Work to complete:
Below is a listing; restate from it, character for character, the lines beginning at the line holding "function stroke(path, color, width, dash)" and ending at the line holding "function write(font, color, halo, rows, align", both included.

☆ ☆ ☆

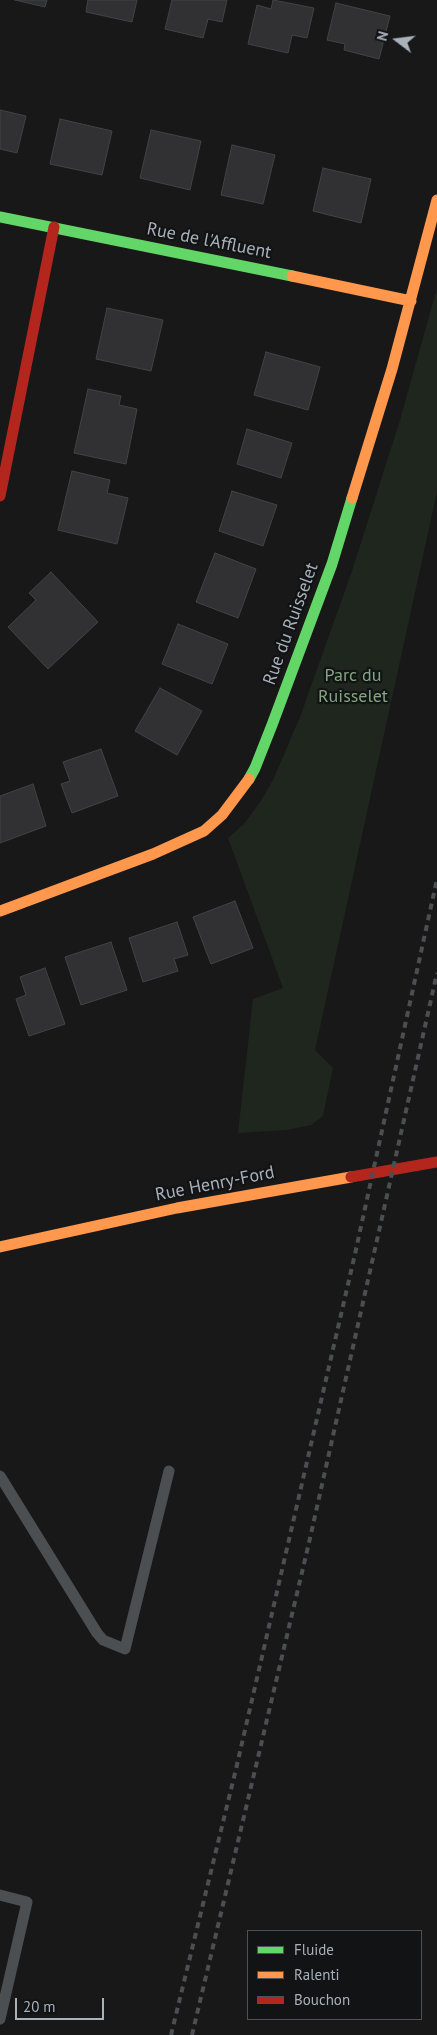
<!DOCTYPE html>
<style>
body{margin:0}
#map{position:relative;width:437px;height:2035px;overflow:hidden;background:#181819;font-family:"PT Sans",sans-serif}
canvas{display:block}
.legend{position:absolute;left:247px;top:1930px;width:175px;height:90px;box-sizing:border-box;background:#121315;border:1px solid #4e5257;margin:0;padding:6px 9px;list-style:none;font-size:15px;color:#a9b1ba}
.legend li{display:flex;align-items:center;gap:10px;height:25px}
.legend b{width:25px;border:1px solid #4e5257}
.north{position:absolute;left:372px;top:15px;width:50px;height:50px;-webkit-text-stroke:4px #121315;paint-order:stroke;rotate:285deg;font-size:14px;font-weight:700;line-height:20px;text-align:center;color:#a9b1ba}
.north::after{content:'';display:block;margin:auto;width:18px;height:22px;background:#a9b1ba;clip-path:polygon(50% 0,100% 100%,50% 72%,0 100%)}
.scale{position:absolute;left:15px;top:1998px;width:89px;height:22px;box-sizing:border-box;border:2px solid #a9b1ba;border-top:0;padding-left:6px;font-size:15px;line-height:18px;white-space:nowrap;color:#a9b1ba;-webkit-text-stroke:4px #121315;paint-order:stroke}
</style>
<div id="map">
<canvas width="437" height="2035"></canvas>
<ul class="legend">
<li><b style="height:6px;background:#63d668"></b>Fluide</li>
<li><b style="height:6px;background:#ff974d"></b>Ralenti</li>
<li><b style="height:6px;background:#b3261e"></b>Bouchon</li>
</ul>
<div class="north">N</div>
<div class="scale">20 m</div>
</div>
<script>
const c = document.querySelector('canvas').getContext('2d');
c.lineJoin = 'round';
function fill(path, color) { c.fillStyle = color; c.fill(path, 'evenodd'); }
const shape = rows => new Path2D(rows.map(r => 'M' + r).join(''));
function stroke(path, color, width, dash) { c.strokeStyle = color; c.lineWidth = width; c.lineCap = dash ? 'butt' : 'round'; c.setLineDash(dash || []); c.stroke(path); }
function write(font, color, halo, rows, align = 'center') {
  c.font = font + ' "PT Sans",sans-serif'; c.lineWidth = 4.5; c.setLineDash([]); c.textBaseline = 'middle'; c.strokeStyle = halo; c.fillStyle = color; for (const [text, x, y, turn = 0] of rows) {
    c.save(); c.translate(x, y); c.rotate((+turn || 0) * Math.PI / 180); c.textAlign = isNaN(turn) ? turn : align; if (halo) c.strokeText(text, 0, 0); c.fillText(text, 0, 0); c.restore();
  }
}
fill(shape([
 [437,288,437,492,315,1050,333,1068,323,1116,311,1125,286,1130,238,1133,253,999,283,988,228,838,244,824,260,802,273,780,300,717,352,571,400,420]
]), '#1e261e');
const building = shape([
 [15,0,47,0,45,7,15,0],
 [88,0,137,0,132,22,86,12,88,0],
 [172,0,227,0,222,22,208,19,203,38,165,29,172,0],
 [273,0,314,8,307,38,292,35,288,53,248,44,257,5,271,9,273,0],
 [336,3,390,16,379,59,344,50,345,44,327,40,336,3],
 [0,110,26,116,17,153,0,149,0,110],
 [60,119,112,131,102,175,50,164,60,119],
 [151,130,201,141,190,190,140,178,151,130],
 [232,145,275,155,263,204,221,195,232,145],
 [323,168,371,179,361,223,313,211,323,168],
 [107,308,163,320,151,371,96,359,107,308],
 [266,352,320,367,308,410,254,395,266,352],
 [88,389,121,396,119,405,137,409,126,464,74,453,88,389],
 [247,429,292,443,281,478,237,464,247,429],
 [72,471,110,480,107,493,128,498,117,544,58,530,72,471],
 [232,491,277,505,263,546,219,531,232,491],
 [215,553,256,569,238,618,196,602,215,553],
 [51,572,98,622,48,669,8,627,36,600,29,593,51,572],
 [178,624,228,644,212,684,162,664,178,624],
 [160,688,202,711,177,755,135,731,160,688],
 [101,749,118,796,72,813,61,784,70,781,63,762,101,749],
 [33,784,46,826,0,843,0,796,33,784],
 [235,901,253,948,211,964,193,917,235,901],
 [177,922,188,955,174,959,178,971,143,982,129,938,177,922],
 [111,942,127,990,81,1005,65,957,111,942],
 [45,968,65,1024,29,1036,16,999,26,995,20,977,45,968]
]);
fill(building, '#313133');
stroke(building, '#414345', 1);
stroke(shape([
 [0,1476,97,1633,103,1640,125,1649,169,1471],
 [0,1895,27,1902,0,2019]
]), '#4c4f52', 11);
stroke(shape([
 [0,217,292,276],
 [249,779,255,768,272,725,332,564,352,498]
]), '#63d668', 11);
stroke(shape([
 [292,276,411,301],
 [352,498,392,369,437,200],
 [0,911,153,854,204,831,222,815,249,779],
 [0,1247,177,1208,351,1177]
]), '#ff974d', 11);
stroke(shape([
 [0,496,54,227],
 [351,1177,437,1162]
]), '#b3261e', 11);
stroke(shape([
 [171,2035,236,1769,355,1254,437,879],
 [192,2035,308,1547,437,973]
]), '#4c4e51', 4, [6, 5]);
write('18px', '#a9b1ba', '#121315', [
 ["Rue de l'Affluent",209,241,11],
 ["Rue du Ruisselet",291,624,-70],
 ["Rue Henry-Ford",215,1184,-11]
]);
write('18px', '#84a67f', '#121315', [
 ["Parc du",353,676],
 ["Ruisselet",353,697]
]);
</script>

☆ ☆ ☆

Result for this task:
function stroke(path, color, width, dash) { c.strokeStyle = color; c.lineWidth = width; c.lineCap = dash ? 'butt' : 'round'; c.setLineDash(dash || []); c.stroke(path); }
function write(font, color, halo, rows, align = 'center') {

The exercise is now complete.